- **WHAT THE EXERCISE ASKS**:
Each entry should be transcribed exactly as written, and any picture left out.

Stored items
↓
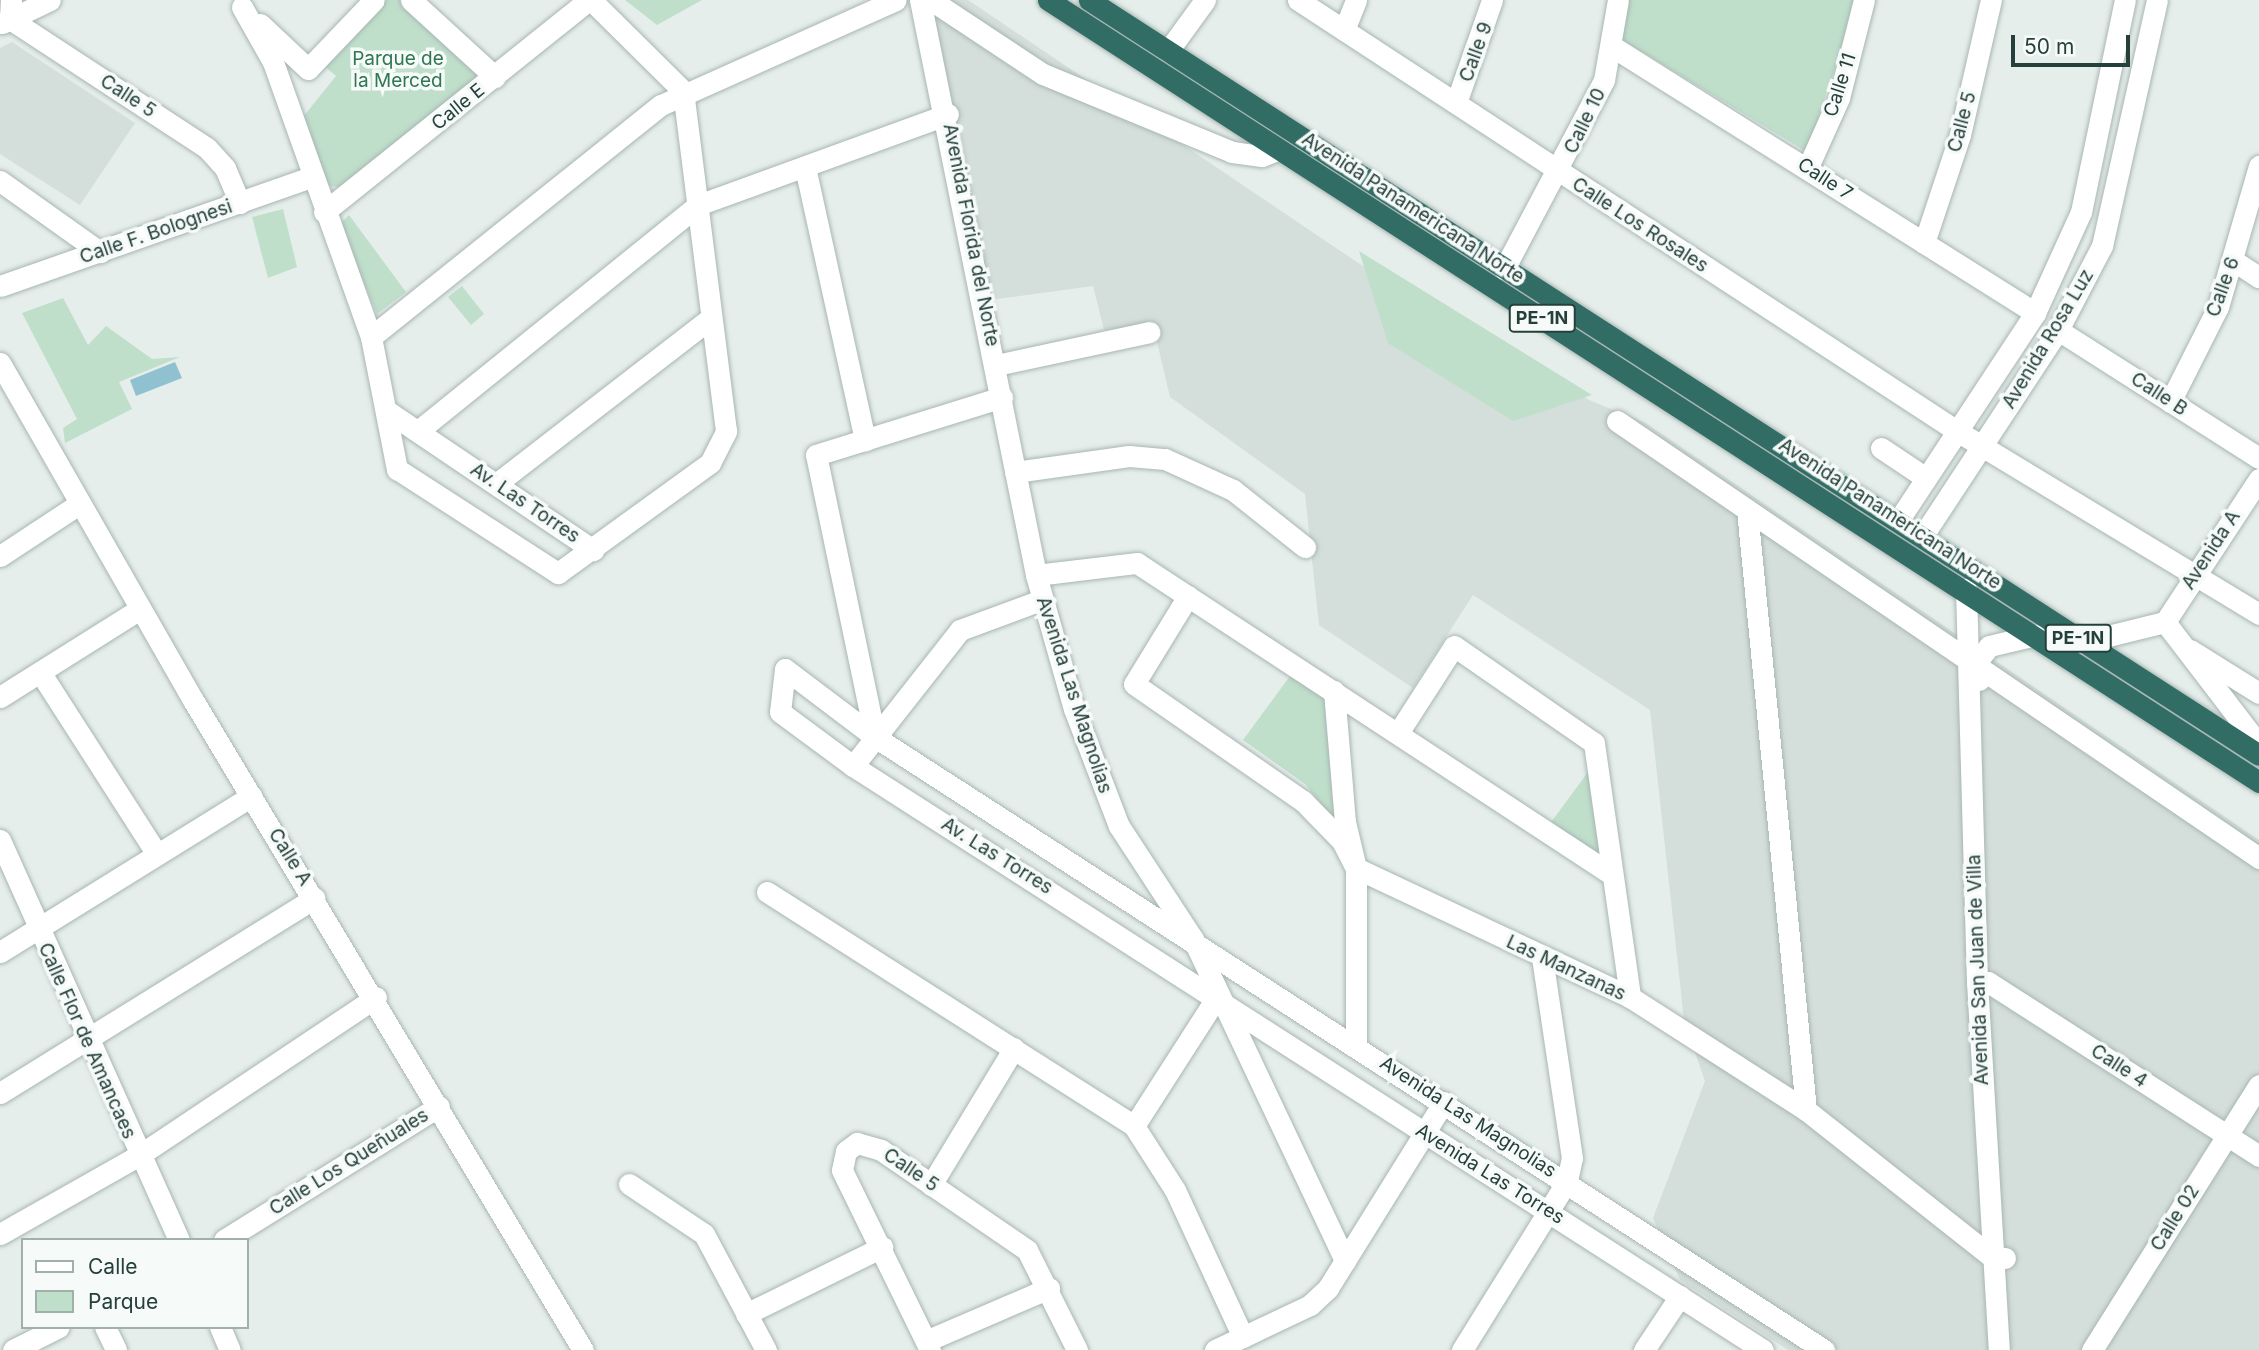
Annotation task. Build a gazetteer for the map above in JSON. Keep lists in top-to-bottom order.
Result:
{
  "streets": {
    "highway": ["Avenida Panamericana Norte", "PE-1N"],
    "street": [
      "Calle 9",
      "Calle 11",
      "Calle 5",
      "Calle E",
      "Calle 10",
      "Calle 7",
      "Calle Los Rosales",
      "Calle F. Bolognesi",
      "Avenida Florida del Norte",
      "Calle 6",
      "Avenida Rosa Luz",
      "Calle B",
      "Av. Las Torres",
      "Avenida A",
      "Avenida Las Magnolias",
      "Calle A",
      "Las Manzanas",
      "Avenida San Juan de Villa",
      "Calle Flor de Amancaes",
      "Calle 4",
      "Calle Los Queñuales",
      "Avenida Las Torres",
      "Calle 02"
    ]
  },
  "crossings": [
    ["Calle 9", "Calle Los Rosales"],
    ["Calle 11", "Calle 7"],
    ["Calle 5", "Calle 7"],
    ["Calle 5", "Calle F. Bolognesi"],
    ["Calle 10", "Calle 7"],
    ["Calle 10", "Avenida Panamericana Norte"],
    ["Calle 10", "Calle Los Rosales"],
    ["Calle 7", "Avenida Rosa Luz"],
    ["Avenida Panamericana Norte", "PE-1N"],
    ["Avenida Panamericana Norte", "Avenida Rosa Luz"],
    ["Avenida Panamericana Norte", "Avenida San Juan de Villa"],
    ["Calle Los Rosales", "Avenida Rosa Luz"],
    ["Calle Los Rosales", "Avenida A"],
    ["Avenida Florida del Norte", "Avenida Las Magnolias"],
    ["Calle 6", "Calle B"],
    ["PE-1N", "Avenida Rosa Luz"],
    ["Avenida Rosa Luz", "Calle B"],
    ["Av. Las Torres", "Avenida Las Magnolias"],
    ["Av. Las Torres", "Avenida Las Torres"],
    ["Avenida Las Magnolias", "Avenida Las Torres"],
    ["Calle A", "Calle Los Queñuales"],
    ["Las Manzanas", "Avenida San Juan de Villa"],
    ["Avenida San Juan de Villa", "Calle 4"],
    ["Calle 4", "Calle 02"]
  ],
  "parks": ["Parque de la Merced"],
  "legend": ["Calle", "Parque"],
  "scale_bar": "50 m"
}
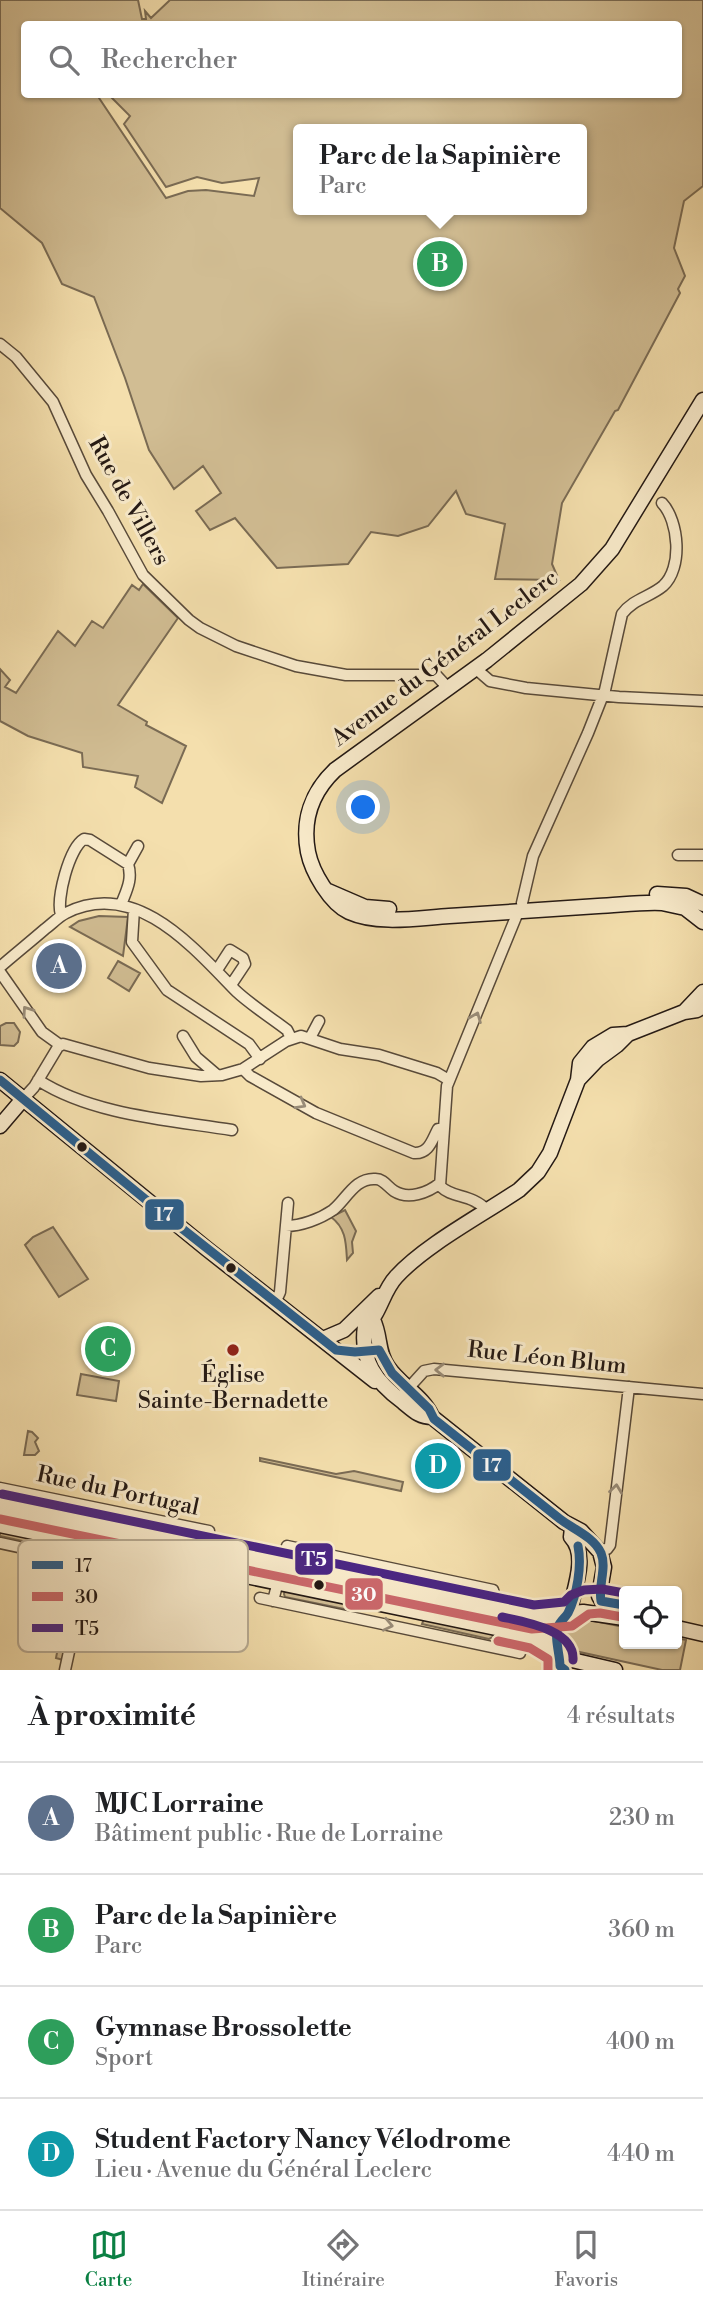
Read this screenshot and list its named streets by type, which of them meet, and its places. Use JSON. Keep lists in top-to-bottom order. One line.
{"streets":{"main road":["Avenue du Général Leclerc"],"street":["Rue de Villers","Rue Léon Blum","Rue du Portugal"]},"crossings":[["Rue de Villers","Avenue du Général Leclerc"]],"one_way":["Rue Léon Blum"],"places":["Église Sainte-Bernadette"],"lines":["transit line 17","transit line T5","transit line 30"],"legend":["17","30","T5"],"page":{"search":"Rechercher","popup":["Parc de la Sapinière","Parc"],"pins":["B","A","C","D"],"heading":["À proximité","4 résultats"],"list":[{"mark":"A","name":"MJC Lorraine","note":"Bâtiment public · Rue de Lorraine","value":"230 m"},{"mark":"B","name":"Parc de la Sapinière","note":"Parc","value":"360 m"},{"mark":"C","name":"Gymnase Brossolette","note":"Sport","value":"400 m"},{"mark":"D","name":"Student Factory Nancy Vélodrome","note":"Lieu · Avenue du Général Leclerc","value":"440 m"}],"nav":["Carte","Itinéraire","Favoris"]}}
↑
- **WRITTEN REPLY**:
Annotation task. Build a gazetteer for the map above in JSON. Keep lists in top-to-bottom order.
Result:
{
  "streets": {
    "highway": ["Avenida Panamericana Norte", "PE-1N"],
    "street": [
      "Calle 9",
      "Calle 11",
      "Calle 5",
      "Calle E",
      "Calle 10",
      "Calle 7",
      "Calle Los Rosales",
      "Calle F. Bolognesi",
      "Avenida Florida del Norte",
      "Calle 6",
      "Avenida Rosa Luz",
      "Calle B",
      "Av. Las Torres",
      "Avenida A",
      "Avenida Las Magnolias",
      "Calle A",
      "Las Manzanas",
      "Avenida San Juan de Villa",
      "Calle Flor de Amancaes",
      "Calle 4",
      "Calle Los Queñuales",
      "Avenida Las Torres",
      "Calle 02"
    ]
  },
  "crossings": [
    ["Calle 9", "Calle Los Rosales"],
    ["Calle 11", "Calle 7"],
    ["Calle 5", "Calle 7"],
    ["Calle 5", "Calle F. Bolognesi"],
    ["Calle 10", "Calle 7"],
    ["Calle 10", "Avenida Panamericana Norte"],
    ["Calle 10", "Calle Los Rosales"],
    ["Calle 7", "Avenida Rosa Luz"],
    ["Avenida Panamericana Norte", "PE-1N"],
    ["Avenida Panamericana Norte", "Avenida Rosa Luz"],
    ["Avenida Panamericana Norte", "Avenida San Juan de Villa"],
    ["Calle Los Rosales", "Avenida Rosa Luz"],
    ["Calle Los Rosales", "Avenida A"],
    ["Avenida Florida del Norte", "Avenida Las Magnolias"],
    ["Calle 6", "Calle B"],
    ["PE-1N", "Avenida Rosa Luz"],
    ["Avenida Rosa Luz", "Calle B"],
    ["Av. Las Torres", "Avenida Las Magnolias"],
    ["Av. Las Torres", "Avenida Las Torres"],
    ["Avenida Las Magnolias", "Avenida Las Torres"],
    ["Calle A", "Calle Los Queñuales"],
    ["Las Manzanas", "Avenida San Juan de Villa"],
    ["Avenida San Juan de Villa", "Calle 4"],
    ["Calle 4", "Calle 02"]
  ],
  "parks": ["Parque de la Merced"],
  "legend": ["Calle", "Parque"],
  "scale_bar": "50 m"
}
Read this screenshot and list its named streets by type, which of them meet, and its places. Use JSON. Keep lists in top-to-bottom order. One line.
{"streets":{"main road":["Avenue du Général Leclerc"],"street":["Rue de Villers","Rue Léon Blum","Rue du Portugal"]},"crossings":[["Rue de Villers","Avenue du Général Leclerc"]],"one_way":["Rue Léon Blum"],"places":["Église Sainte-Bernadette"],"lines":["transit line 17","transit line T5","transit line 30"],"legend":["17","30","T5"],"page":{"search":"Rechercher","popup":["Parc de la Sapinière","Parc"],"pins":["B","A","C","D"],"heading":["À proximité","4 résultats"],"list":[{"mark":"A","name":"MJC Lorraine","note":"Bâtiment public · Rue de Lorraine","value":"230 m"},{"mark":"B","name":"Parc de la Sapinière","note":"Parc","value":"360 m"},{"mark":"C","name":"Gymnase Brossolette","note":"Sport","value":"400 m"},{"mark":"D","name":"Student Factory Nancy Vélodrome","note":"Lieu · Avenue du Général Leclerc","value":"440 m"}],"nav":["Carte","Itinéraire","Favoris"]}}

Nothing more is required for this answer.